> **HOW TO COMPLETE THIS TASK**
The records below must be repeated exactly, but without their pictures.

-----

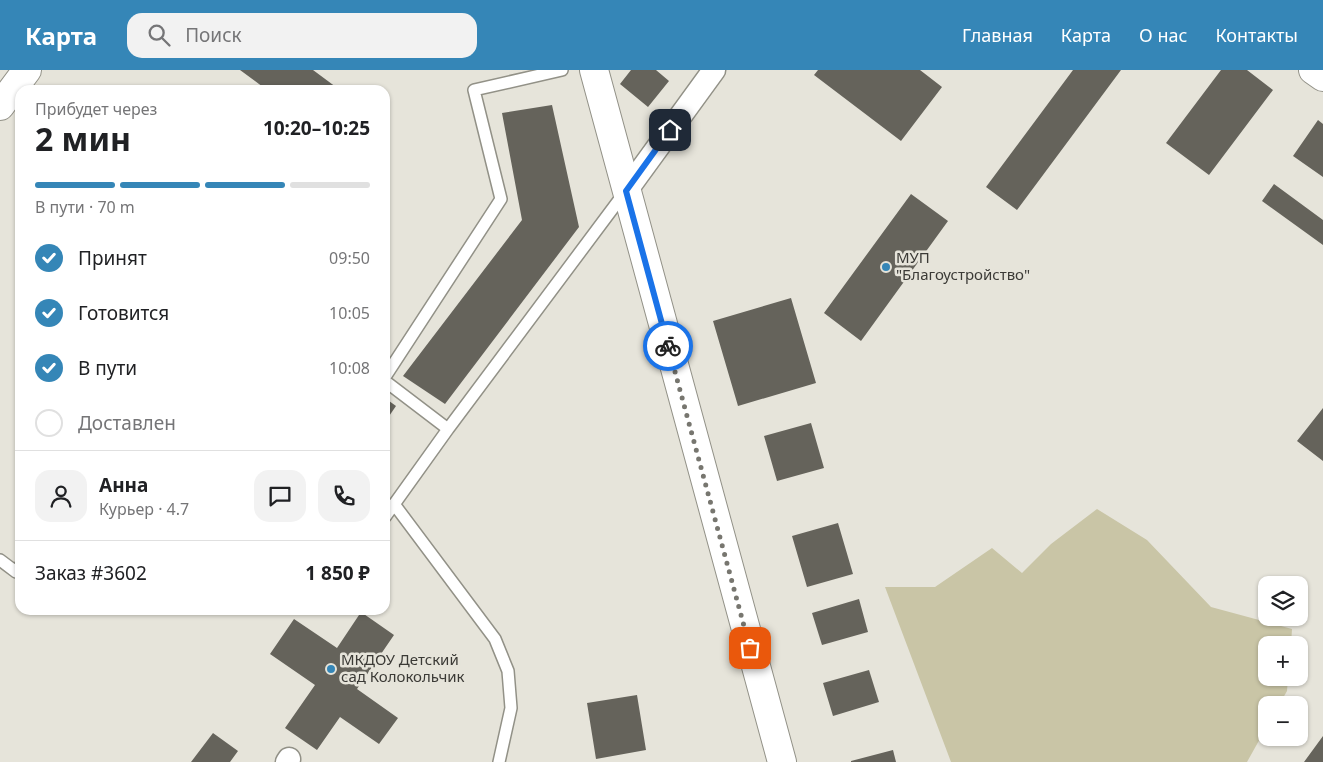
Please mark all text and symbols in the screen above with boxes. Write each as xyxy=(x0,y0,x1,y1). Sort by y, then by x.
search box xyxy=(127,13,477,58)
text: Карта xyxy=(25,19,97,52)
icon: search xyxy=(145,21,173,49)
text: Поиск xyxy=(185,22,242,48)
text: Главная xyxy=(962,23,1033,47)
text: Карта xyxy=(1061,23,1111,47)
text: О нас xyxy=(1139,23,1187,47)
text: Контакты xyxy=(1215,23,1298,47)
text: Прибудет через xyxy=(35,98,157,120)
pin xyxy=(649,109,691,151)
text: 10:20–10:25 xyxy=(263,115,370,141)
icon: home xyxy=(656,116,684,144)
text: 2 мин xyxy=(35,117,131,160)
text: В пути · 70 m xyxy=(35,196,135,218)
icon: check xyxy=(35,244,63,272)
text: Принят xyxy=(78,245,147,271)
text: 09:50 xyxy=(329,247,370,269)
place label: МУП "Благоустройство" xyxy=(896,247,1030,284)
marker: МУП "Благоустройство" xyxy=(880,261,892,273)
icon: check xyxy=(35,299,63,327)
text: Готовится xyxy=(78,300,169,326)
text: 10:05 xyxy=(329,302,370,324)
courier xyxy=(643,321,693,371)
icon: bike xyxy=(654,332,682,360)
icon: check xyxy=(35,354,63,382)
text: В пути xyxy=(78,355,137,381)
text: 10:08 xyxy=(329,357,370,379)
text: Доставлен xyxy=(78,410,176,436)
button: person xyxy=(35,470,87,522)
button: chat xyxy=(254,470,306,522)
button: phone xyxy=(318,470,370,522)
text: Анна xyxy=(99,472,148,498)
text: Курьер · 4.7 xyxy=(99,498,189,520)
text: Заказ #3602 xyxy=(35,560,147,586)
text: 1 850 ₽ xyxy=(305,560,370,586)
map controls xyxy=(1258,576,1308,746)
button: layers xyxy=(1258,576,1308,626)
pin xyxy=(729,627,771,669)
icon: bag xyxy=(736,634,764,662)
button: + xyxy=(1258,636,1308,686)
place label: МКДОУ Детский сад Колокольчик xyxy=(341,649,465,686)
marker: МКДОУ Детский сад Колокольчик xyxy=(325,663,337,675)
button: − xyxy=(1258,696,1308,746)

-----

> **TASK SOLUTION**
Please mark all text and symbols in the screen above with boxes. Write each as xyxy=(x0,y0,x1,y1). Sort by y, then by x.
search box xyxy=(127,13,477,58)
text: Карта xyxy=(25,19,97,52)
icon: search xyxy=(145,21,173,49)
text: Поиск xyxy=(185,22,242,48)
text: Главная xyxy=(962,23,1033,47)
text: Карта xyxy=(1061,23,1111,47)
text: О нас xyxy=(1139,23,1187,47)
text: Контакты xyxy=(1215,23,1298,47)
text: Прибудет через xyxy=(35,98,157,120)
pin xyxy=(649,109,691,151)
text: 10:20–10:25 xyxy=(263,115,370,141)
icon: home xyxy=(656,116,684,144)
text: 2 мин xyxy=(35,117,131,160)
text: В пути · 70 m xyxy=(35,196,135,218)
icon: check xyxy=(35,244,63,272)
text: Принят xyxy=(78,245,147,271)
text: 09:50 xyxy=(329,247,370,269)
place label: МУП "Благоустройство" xyxy=(896,247,1030,284)
marker: МУП "Благоустройство" xyxy=(880,261,892,273)
icon: check xyxy=(35,299,63,327)
text: Готовится xyxy=(78,300,169,326)
text: 10:05 xyxy=(329,302,370,324)
courier xyxy=(643,321,693,371)
icon: bike xyxy=(654,332,682,360)
icon: check xyxy=(35,354,63,382)
text: В пути xyxy=(78,355,137,381)
text: 10:08 xyxy=(329,357,370,379)
text: Доставлен xyxy=(78,410,176,436)
button: person xyxy=(35,470,87,522)
button: chat xyxy=(254,470,306,522)
button: phone xyxy=(318,470,370,522)
text: Анна xyxy=(99,472,148,498)
text: Курьер · 4.7 xyxy=(99,498,189,520)
text: Заказ #3602 xyxy=(35,560,147,586)
text: 1 850 ₽ xyxy=(305,560,370,586)
map controls xyxy=(1258,576,1308,746)
button: layers xyxy=(1258,576,1308,626)
pin xyxy=(729,627,771,669)
icon: bag xyxy=(736,634,764,662)
button: + xyxy=(1258,636,1308,686)
place label: МКДОУ Детский сад Колокольчик xyxy=(341,649,465,686)
marker: МКДОУ Детский сад Колокольчик xyxy=(325,663,337,675)
button: − xyxy=(1258,696,1308,746)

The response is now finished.